Below is a listing. Set down exactly the lines from the one containing "height:7px; margin:-3.5px; padding:0" through the one containing "padding:2px 6px; background:#151517;", both ends included, and leave out the rest.

### Exercise data:
┏━━

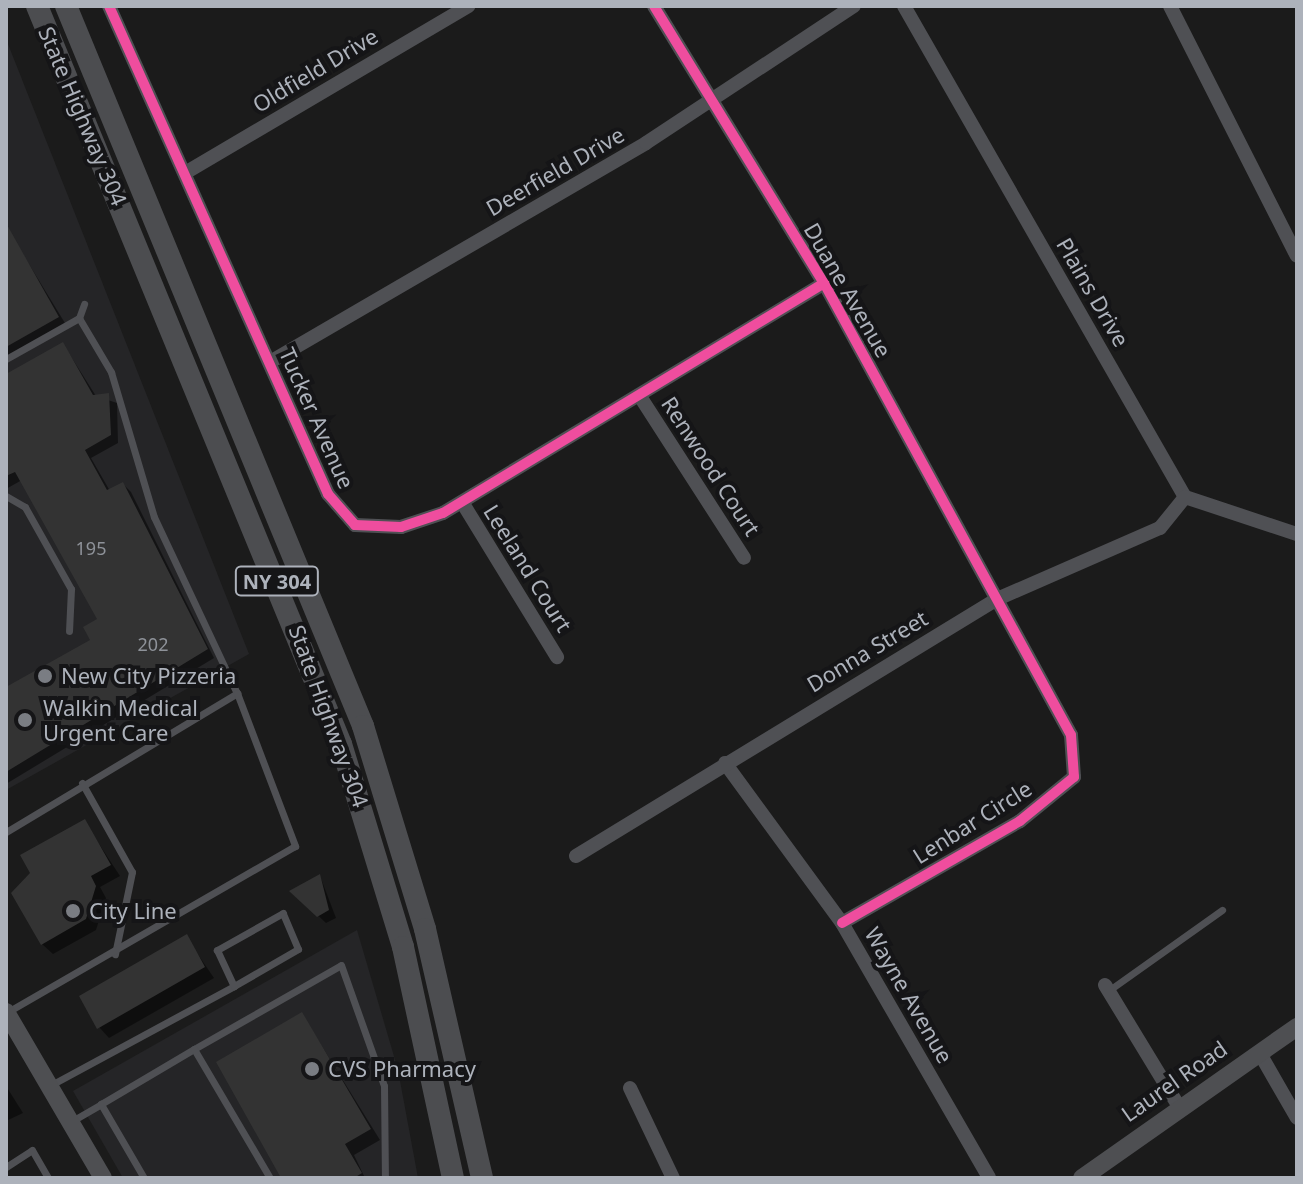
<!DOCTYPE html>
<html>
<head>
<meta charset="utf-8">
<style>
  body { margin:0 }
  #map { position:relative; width:1303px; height:1184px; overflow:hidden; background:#1b1b1b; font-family:"Noto Sans",sans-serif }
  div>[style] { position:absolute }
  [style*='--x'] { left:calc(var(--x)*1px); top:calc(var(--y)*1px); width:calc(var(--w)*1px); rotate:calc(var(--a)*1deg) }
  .built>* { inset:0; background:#252527 }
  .shadow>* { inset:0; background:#0007 }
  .building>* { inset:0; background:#333 }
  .lane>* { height:7px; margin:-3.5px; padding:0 3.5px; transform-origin:3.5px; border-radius:3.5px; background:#4f5054 }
  .street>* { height:14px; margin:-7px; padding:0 7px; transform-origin:7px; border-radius:7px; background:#4f5054 }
  .secondary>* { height:18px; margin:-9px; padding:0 9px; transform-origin:9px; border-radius:9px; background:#4e4f52 }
  .primary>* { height:22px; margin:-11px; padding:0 11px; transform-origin:11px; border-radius:11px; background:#4c4d50 }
  .cycleway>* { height:10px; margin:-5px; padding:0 5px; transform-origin:5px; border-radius:5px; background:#ef4d9e }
  .dots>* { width:22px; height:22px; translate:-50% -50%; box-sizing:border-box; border:4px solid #151517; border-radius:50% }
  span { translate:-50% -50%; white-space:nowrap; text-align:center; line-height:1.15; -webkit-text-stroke:8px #151517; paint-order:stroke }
  .number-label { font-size:18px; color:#8e9299 }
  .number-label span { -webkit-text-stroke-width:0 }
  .shield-label span { padding:2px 6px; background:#151517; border:2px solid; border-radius:6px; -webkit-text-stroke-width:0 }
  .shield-label { font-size:20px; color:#adb2bb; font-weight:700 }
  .street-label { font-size:22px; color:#adb2bb }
  .poi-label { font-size:22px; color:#adb2bb }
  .left { translate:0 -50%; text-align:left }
  .frame { position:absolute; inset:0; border:8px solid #adb2bb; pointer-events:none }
</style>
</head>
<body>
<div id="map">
  <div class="built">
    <i style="clip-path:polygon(6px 39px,249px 654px,6px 790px)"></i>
    <i style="clip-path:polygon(357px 930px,398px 1070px,418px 1178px,123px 1178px,73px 1091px)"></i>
  </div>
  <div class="shadow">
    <i style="clip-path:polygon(10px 233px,68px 328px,6px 363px,6px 235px)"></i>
    <i style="clip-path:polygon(63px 344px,96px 396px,117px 403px,118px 443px,91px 458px,110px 491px,123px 484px,131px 492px,214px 658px,6px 784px,6px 689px,92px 640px,100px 620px,22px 480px,6px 489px,6px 376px)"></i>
    <i style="clip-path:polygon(84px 821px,120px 876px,100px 887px,106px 898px,96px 930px,53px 954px,42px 944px)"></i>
    <i style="clip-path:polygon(320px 876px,336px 918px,326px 923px,292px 891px)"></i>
    <i style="clip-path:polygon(186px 937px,214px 978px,109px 1038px,99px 1027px)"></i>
    <i style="clip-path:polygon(302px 1014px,380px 1140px,354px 1155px,365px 1178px,285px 1178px)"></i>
    <i style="clip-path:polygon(6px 1086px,23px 1113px,6px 1121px)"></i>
  </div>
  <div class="building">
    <i style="clip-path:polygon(6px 223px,59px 317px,6px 347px)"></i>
    <i style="clip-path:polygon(63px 342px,93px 395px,109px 393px,111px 435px,85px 450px,107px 490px,123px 482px,208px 649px,6px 772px,6px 687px,90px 640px,83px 627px,97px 619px,15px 472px,6px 476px,6px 374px)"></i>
    <i style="clip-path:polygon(85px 819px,111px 865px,91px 876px,96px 886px,86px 919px,41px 945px,11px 893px,30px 873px,20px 855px)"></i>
    <i style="clip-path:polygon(320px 874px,329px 910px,317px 917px,289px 891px)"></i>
    <i style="clip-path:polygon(187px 934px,205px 967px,97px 1029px,79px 996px)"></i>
    <i style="clip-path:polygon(302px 1012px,371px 1129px,345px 1144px,362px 1173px,354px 1178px,281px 1178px,216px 1062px)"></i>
  </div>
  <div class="lane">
    <i style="--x:79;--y:318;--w:63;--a:59.3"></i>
    <i style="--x:111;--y:372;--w:151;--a:73.5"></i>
    <i style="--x:154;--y:517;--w:195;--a:64.8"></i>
    <i style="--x:6;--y:359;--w:84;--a:-29.3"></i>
    <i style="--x:79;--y:318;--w:15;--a:-70"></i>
    <i style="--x:6;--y:496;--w:22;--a:30"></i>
    <i style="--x:25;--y:507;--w:94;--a:60.7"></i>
    <i style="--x:71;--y:589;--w:42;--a:92.7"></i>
    <i style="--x:82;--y:783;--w:102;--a:60.7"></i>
    <i style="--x:132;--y:872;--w:84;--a:101.7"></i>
    <i style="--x:6;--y:832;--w:270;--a:-31"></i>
    <i style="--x:237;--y:693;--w:164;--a:69.2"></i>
    <i style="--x:295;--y:846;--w:332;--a:150"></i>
    <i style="--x:1108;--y:991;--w:140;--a:-35.4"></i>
    <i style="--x:194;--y:1049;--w:169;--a:-29.7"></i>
    <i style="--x:341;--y:965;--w:128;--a:70.4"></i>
    <i style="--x:384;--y:1086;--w:92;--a:89.4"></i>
    <i style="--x:51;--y:1085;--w:208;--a:-28.4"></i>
    <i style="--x:234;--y:986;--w:74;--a:-30"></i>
    <i style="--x:298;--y:949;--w:39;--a:-113"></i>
    <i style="--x:283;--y:913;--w:76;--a:150.7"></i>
    <i style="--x:217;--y:950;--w:40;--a:65"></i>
    <i style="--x:72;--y:1121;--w:34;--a:-30"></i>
    <i style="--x:6;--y:1167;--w:31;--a:-33"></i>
    <i style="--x:32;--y:1150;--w:32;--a:60"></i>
    <i style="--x:144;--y:1178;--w:86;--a:-120.2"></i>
    <i style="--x:101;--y:1104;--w:108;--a:-30.6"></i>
    <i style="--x:194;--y:1049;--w:150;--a:59.5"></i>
  </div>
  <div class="street">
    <i style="--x:109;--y:6;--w:535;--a:65.83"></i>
    <i style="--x:328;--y:494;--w:41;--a:48.9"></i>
    <i style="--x:355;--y:525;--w:46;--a:2.5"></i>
    <i style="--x:401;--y:527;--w:44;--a:-18.4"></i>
    <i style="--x:443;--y:513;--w:445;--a:-31.1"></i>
    <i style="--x:654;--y:6;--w:325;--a:58.5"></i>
    <i style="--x:824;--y:283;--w:515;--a:61.35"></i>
    <i style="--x:1071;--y:735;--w:42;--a:85.9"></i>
    <i style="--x:1074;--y:777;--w:70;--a:140.8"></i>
    <i style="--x:1020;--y:821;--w:205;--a:150.2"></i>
    <i style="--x:904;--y:6;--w:566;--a:60.22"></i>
    <i style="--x:1185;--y:497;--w:118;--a:18.3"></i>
    <i style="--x:1170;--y:6;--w:280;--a:63.1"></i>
    <i style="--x:185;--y:173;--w:329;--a:-30.5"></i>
    <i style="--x:270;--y:362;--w:435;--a:-30.2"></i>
    <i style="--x:646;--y:143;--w:249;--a:-33.4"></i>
    <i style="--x:641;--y:398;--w:190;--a:57.2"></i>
    <i style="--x:462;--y:502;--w:182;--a:58.5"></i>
    <i style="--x:725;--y:763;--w:198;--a:53.8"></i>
    <i style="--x:842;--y:923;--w:294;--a:60"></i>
    <i style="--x:576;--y:856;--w:491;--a:-31.4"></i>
    <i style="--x:995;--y:600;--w:180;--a:-23.6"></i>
    <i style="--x:1160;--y:528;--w:40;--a:-51"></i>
    <i style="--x:1105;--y:985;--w:140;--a:58.7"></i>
    <i style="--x:1259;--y:1052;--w:76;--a:60.1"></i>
    <i style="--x:630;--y:1088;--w:100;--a:64.5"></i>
  </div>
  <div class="secondary">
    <i style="--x:6;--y:1012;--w:192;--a:59.7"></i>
    <i style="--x:1082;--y:1178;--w:263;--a:-35.1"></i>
  </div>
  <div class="primary">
    <i style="--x:37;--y:6;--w:798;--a:67.61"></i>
    <i style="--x:341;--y:744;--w:212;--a:73"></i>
    <i style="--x:403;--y:947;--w:236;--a:77.8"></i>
    <i style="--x:66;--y:6;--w:779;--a:67.58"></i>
    <i style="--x:363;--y:726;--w:212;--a:73"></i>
    <i style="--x:425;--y:929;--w:255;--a:77.1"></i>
  </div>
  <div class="cycleway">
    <i style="--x:109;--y:6;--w:535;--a:65.83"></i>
    <i style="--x:328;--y:494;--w:41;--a:48.9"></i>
    <i style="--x:355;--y:525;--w:46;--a:2.5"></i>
    <i style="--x:401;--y:527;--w:44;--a:-18.4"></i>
    <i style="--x:443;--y:513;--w:445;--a:-31.1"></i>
    <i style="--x:654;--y:6;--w:325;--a:58.5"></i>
    <i style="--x:824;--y:283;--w:515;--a:61.35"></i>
    <i style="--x:1071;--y:735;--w:42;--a:85.9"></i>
    <i style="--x:1074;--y:777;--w:70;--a:140.8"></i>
    <i style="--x:1020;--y:821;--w:205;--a:150.2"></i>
  </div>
  <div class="dots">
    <i style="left:45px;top:676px;background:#7a7d83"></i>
    <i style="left:25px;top:720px;background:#7a7d83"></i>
    <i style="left:73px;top:911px;background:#7a7d83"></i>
    <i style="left:312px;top:1069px;background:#7a7d83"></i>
  </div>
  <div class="number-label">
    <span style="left:91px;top:548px">195</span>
    <span style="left:153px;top:644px">202</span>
  </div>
  <div class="shield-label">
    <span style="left:277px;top:581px">NY 304</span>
  </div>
  <div class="street-label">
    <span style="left:315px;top:70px;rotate:-31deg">Oldfield Drive</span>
    <span style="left:83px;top:116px;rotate:67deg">State Highway 304</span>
    <span style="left:555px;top:171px;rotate:-30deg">Deerfield Drive</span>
    <span style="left:848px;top:290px;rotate:60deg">Duane Avenue</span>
    <span style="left:1093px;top:292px;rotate:60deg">Plains Drive</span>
    <span style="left:317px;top:418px;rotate:66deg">Tucker Avenue</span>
    <span style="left:711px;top:466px;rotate:57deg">Renwood Court</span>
    <span style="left:528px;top:568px;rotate:58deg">Leeland Court</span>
    <span style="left:867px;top:651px;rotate:-31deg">Donna Street</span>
    <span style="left:329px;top:716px;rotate:70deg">State Highway 304</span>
    <span style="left:972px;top:822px;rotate:-32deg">Lenbar Circle</span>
    <span style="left:909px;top:995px;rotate:60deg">Wayne Avenue</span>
    <span style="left:1174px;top:1081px;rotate:-35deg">Laurel Road</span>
  </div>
  <div class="poi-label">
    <span class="left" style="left:61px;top:676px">New City Pizzeria</span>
    <span class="left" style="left:43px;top:720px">Walkin Medical<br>Urgent Care</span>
    <span class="left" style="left:89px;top:911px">City Line</span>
    <span class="left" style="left:328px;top:1069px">CVS Pharmacy</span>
  </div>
  <div class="frame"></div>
</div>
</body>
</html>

┗━━

### Output of the exercise:
  .lane>* { height:7px; margin:-3.5px; padding:0 3.5px; transform-origin:3.5px; border-radius:3.5px; background:#4f5054 }
  .street>* { height:14px; margin:-7px; padding:0 7px; transform-origin:7px; border-radius:7px; background:#4f5054 }
  .secondary>* { height:18px; margin:-9px; padding:0 9px; transform-origin:9px; border-radius:9px; background:#4e4f52 }
  .primary>* { height:22px; margin:-11px; padding:0 11px; transform-origin:11px; border-radius:11px; background:#4c4d50 }
  .cycleway>* { height:10px; margin:-5px; padding:0 5px; transform-origin:5px; border-radius:5px; background:#ef4d9e }
  .dots>* { width:22px; height:22px; translate:-50% -50%; box-sizing:border-box; border:4px solid #151517; border-radius:50% }
  span { translate:-50% -50%; white-space:nowrap; text-align:center; line-height:1.15; -webkit-text-stroke:8px #151517; paint-order:stroke }
  .number-label { font-size:18px; color:#8e9299 }
  .number-label span { -webkit-text-stroke-width:0 }
  .shield-label span { padding:2px 6px; background:#151517; border:2px solid; border-radius:6px; -webkit-text-stroke-width:0 }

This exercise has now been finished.